### ABOUT THIS EXERCISE:
Leave the images out and write out each entry exactly as shown.

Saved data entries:
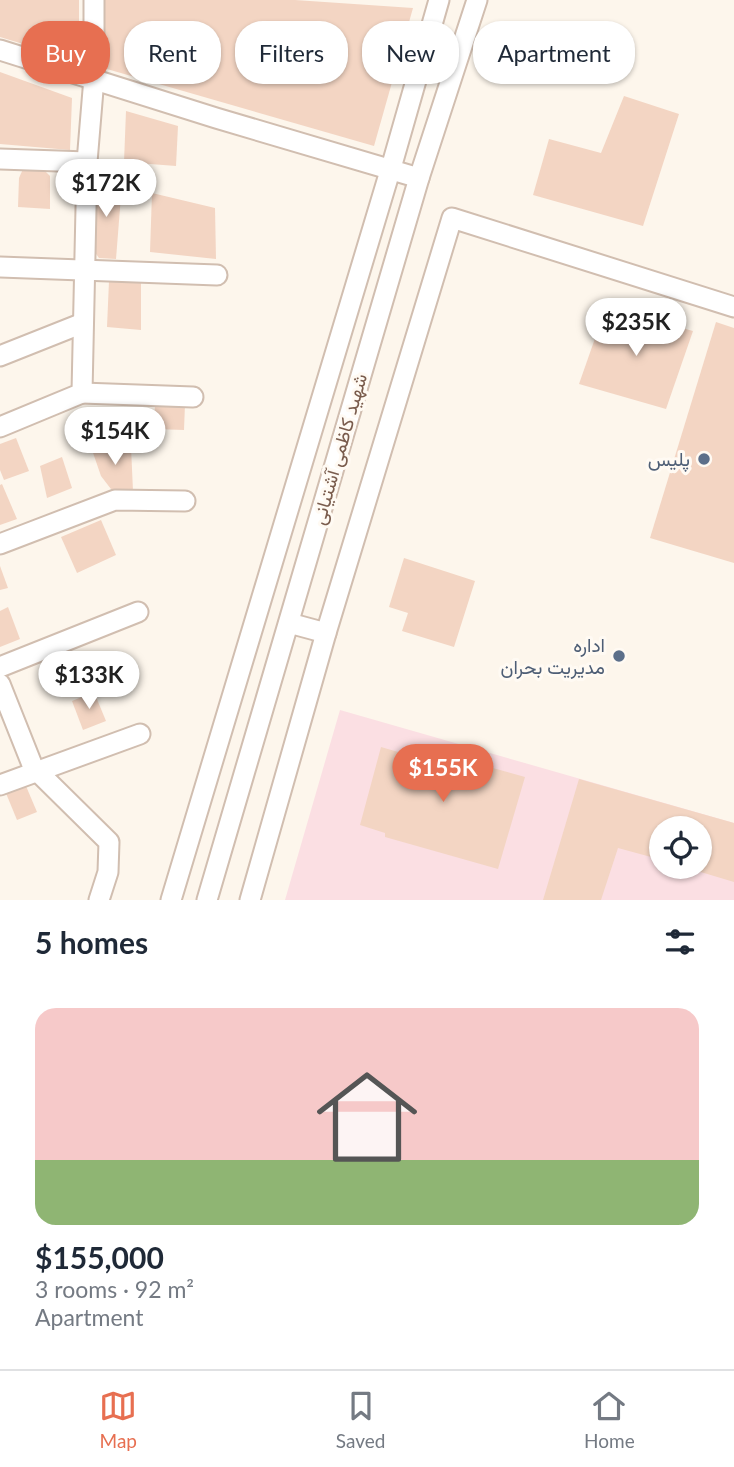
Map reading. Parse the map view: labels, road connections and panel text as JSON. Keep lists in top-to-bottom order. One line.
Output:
{"streets":{"street":["شهید کاظمی آشتیانی"]},"places":["پلیس","اداره مدیریت بحران"],"page":{"chip":["Buy","Rent","Filters","New","Apartment"],"price":["$172K","$235K","$154K","$133K","$155K"],"heading":"5 homes","list":[{"name":"$155,000","note":"3 rooms · 92 m² · Apartment"}],"tabs":["Map","Saved","Home"]}}
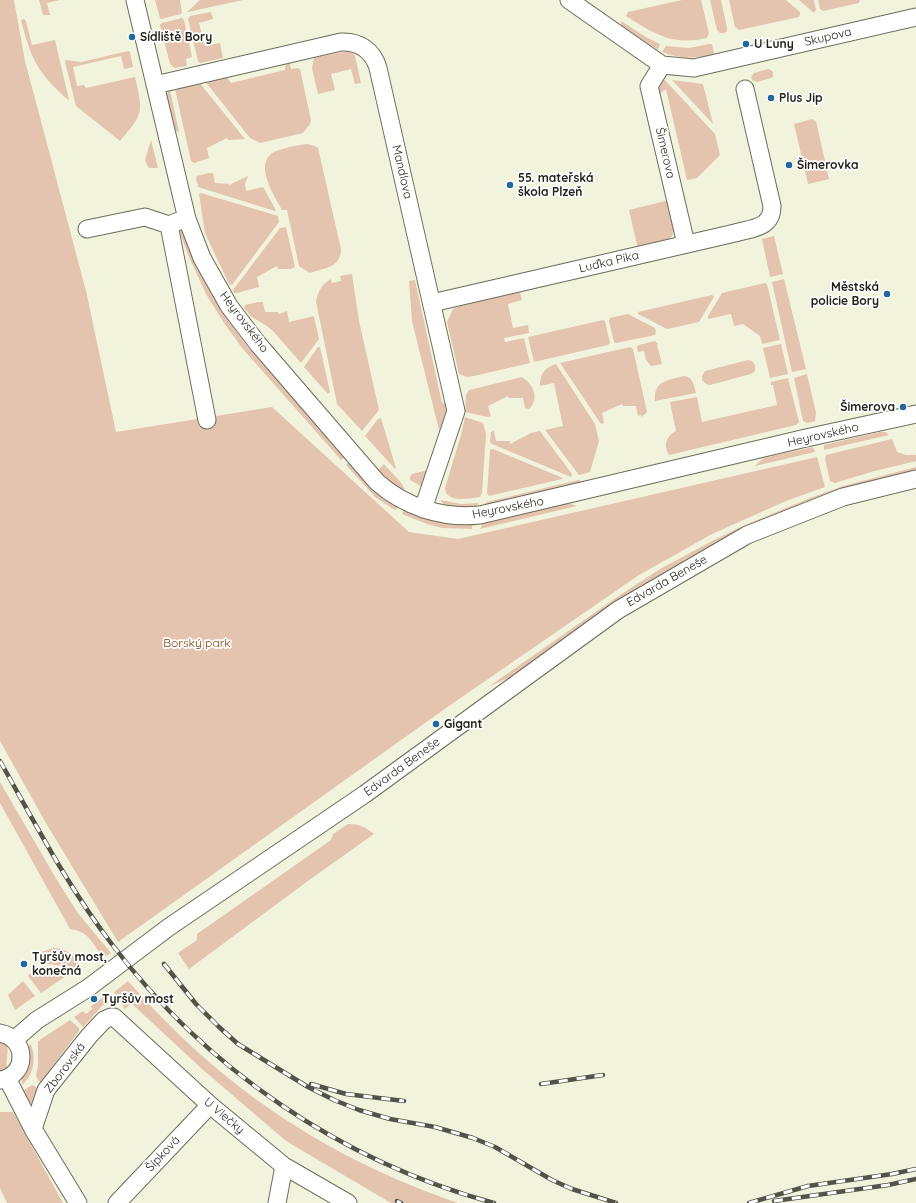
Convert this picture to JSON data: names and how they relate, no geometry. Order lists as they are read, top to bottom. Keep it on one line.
{"streets":{"street":["Skupova","Šimerova","Mandlova","Luďka Pika","Heyrovského","Edvarda Beneše","Zborovská","U Vlečky","Šípková"]},"crossings":[["Skupova","Šimerova"],["Šimerova","Luďka Pika"],["Mandlova","Luďka Pika"],["Mandlova","Heyrovského"],["Zborovská","U Vlečky"],["U Vlečky","Šípková"]],"parks":["Borský park"],"places":["Sídliště Bory","U Luny","Plus Jip","Šimerovka","55. mateřská škola Plzeň","Městská policie Bory","Šimerova","Gigant","Tyršův most, konečná","Tyršův most"]}
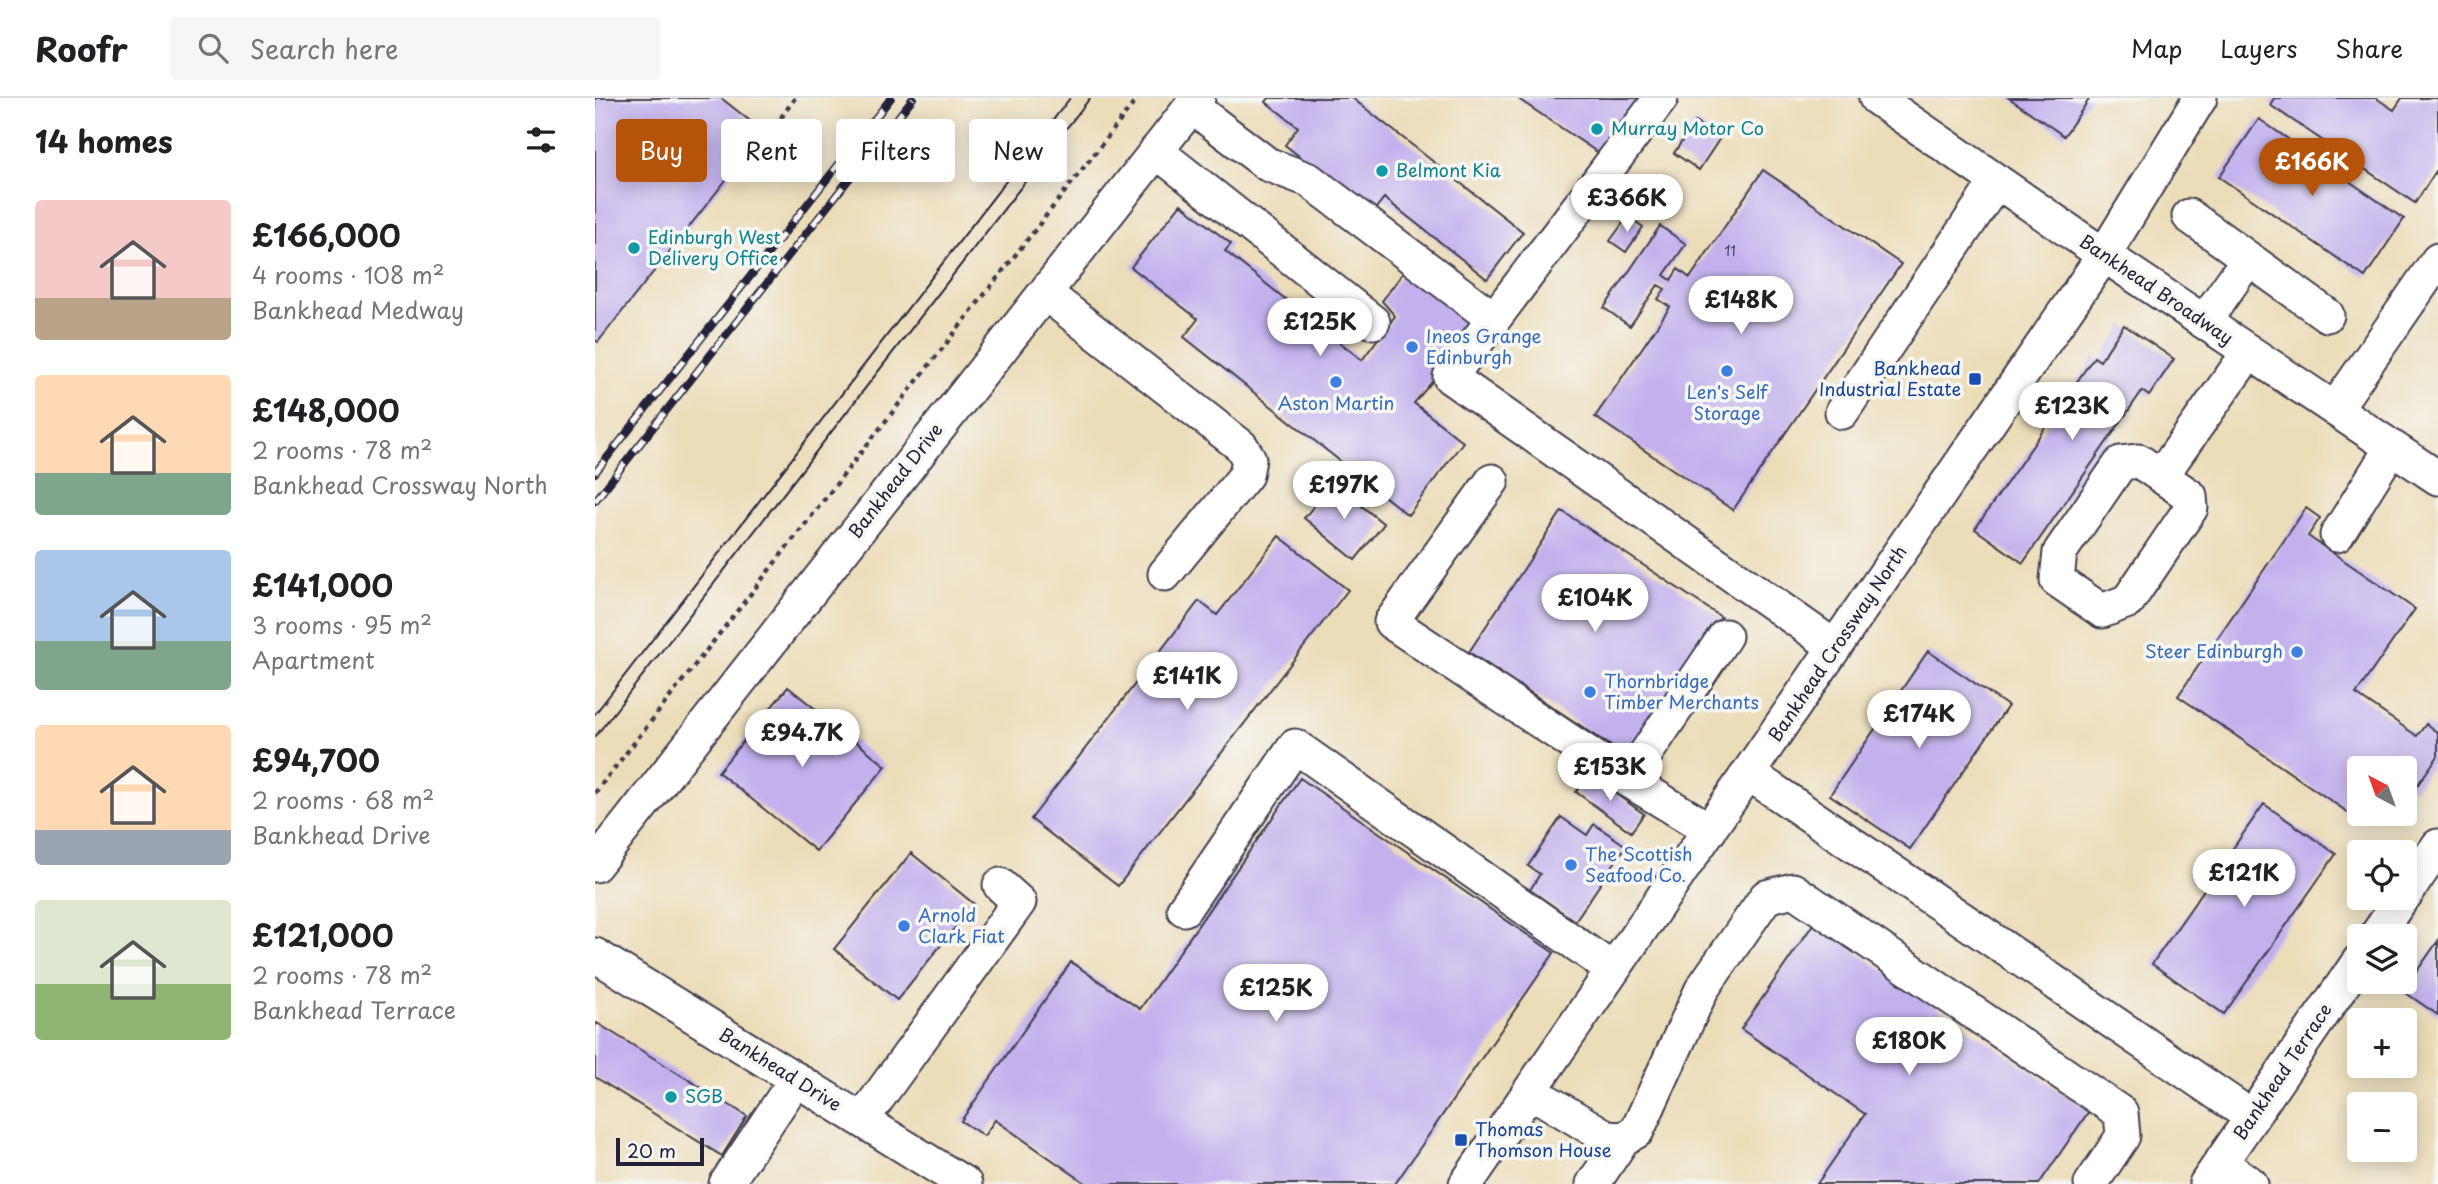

### EXERCISE OUTPUT:
Map reading. Parse the map view: labels, road connections and panel text as JSON. Keep lists in top-to-bottom order. One line.
Output:
{"streets":{"street":["شهید کاظمی آشتیانی"]},"places":["پلیس","اداره مدیریت بحران"],"page":{"chip":["Buy","Rent","Filters","New","Apartment"],"price":["$172K","$235K","$154K","$133K","$155K"],"heading":"5 homes","list":[{"name":"$155,000","note":"3 rooms · 92 m² · Apartment"}],"tabs":["Map","Saved","Home"]}}
Convert this picture to JSON data: names and how they relate, no geometry. Order lists as they are read, top to bottom. Keep it on one line.
{"streets":{"street":["Skupova","Šimerova","Mandlova","Luďka Pika","Heyrovského","Edvarda Beneše","Zborovská","U Vlečky","Šípková"]},"crossings":[["Skupova","Šimerova"],["Šimerova","Luďka Pika"],["Mandlova","Luďka Pika"],["Mandlova","Heyrovského"],["Zborovská","U Vlečky"],["U Vlečky","Šípková"]],"parks":["Borský park"],"places":["Sídliště Bory","U Luny","Plus Jip","Šimerovka","55. mateřská škola Plzeň","Městská policie Bory","Šimerova","Gigant","Tyršův most, konečná","Tyršův most"]}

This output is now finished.